People were partially blaming d&d for the wank because d&d calls an arming sword a longsword and it confuses people. D&d doesn't do katana wank was the point.
 
Either way, when people talk about "Katana Wank" they aren't talking about, or at least I hope not, "It's possible that using a katana with a Feat that lets you use it one-handed might be slightly mechanically superior, or might not, then a longsword. Maybe. The math is complicated."

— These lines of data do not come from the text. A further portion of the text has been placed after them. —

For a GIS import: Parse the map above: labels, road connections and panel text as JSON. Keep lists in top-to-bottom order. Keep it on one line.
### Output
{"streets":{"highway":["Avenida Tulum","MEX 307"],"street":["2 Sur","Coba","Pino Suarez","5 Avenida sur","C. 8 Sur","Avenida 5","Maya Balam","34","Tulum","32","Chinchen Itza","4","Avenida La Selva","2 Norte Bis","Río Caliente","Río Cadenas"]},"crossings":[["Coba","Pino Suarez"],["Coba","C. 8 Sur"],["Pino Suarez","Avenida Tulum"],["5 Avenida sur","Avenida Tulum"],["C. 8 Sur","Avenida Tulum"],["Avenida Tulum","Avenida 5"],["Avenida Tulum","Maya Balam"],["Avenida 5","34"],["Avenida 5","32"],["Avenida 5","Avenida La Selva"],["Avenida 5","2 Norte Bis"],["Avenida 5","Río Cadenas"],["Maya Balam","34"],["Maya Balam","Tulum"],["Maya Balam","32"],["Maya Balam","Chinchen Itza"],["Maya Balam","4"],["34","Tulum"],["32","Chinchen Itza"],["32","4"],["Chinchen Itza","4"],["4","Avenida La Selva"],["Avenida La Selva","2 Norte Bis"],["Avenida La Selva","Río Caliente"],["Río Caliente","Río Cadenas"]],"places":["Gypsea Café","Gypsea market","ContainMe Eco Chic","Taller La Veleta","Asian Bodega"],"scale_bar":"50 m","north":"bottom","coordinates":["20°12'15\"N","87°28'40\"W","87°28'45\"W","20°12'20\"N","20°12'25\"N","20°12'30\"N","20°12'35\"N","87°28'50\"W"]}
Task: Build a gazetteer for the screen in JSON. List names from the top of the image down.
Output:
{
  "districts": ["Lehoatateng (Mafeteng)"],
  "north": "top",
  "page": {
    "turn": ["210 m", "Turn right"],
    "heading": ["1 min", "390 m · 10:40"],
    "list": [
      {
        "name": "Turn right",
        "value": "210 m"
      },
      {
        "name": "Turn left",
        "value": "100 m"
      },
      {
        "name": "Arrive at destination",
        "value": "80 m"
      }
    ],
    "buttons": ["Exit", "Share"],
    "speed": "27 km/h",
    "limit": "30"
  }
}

Definitely not me. I was referring to the mythological attributed awarded to the katana in fiction, the ideas that it was physically superior to Western weapons and would slice right through them or shatter them, that it was so sharp that it would bisect steel and that a hair dropped on one would part under its own weight. Basically the idea that the Secret Arts of the Mystic East :rolleyes: made weapons far beyond what grunting Westerners could manage.

My experience with D&D katanas was rooted in the 1st Edition AD&D, with Oriental Adventures, where the katana was a one-handed weapon that did 1d10/1d12 damage to small-medium/large opponents, as opposed to the longsword (which in that rulebook included blades such as the Japanese tachi, the Chinese jian, and so on) which did 1d8/1d12. It was a minor statistical advantage, but the big deal was the samurai class feature that treated their family sword as magical weapons of increasing power as the character leveled up (the point being that a samurai's daisho was supposed to be treated as part of their honor, and not set aside because they'd looted a spiffy +3 frost brand tachi off some oni they'd killed*).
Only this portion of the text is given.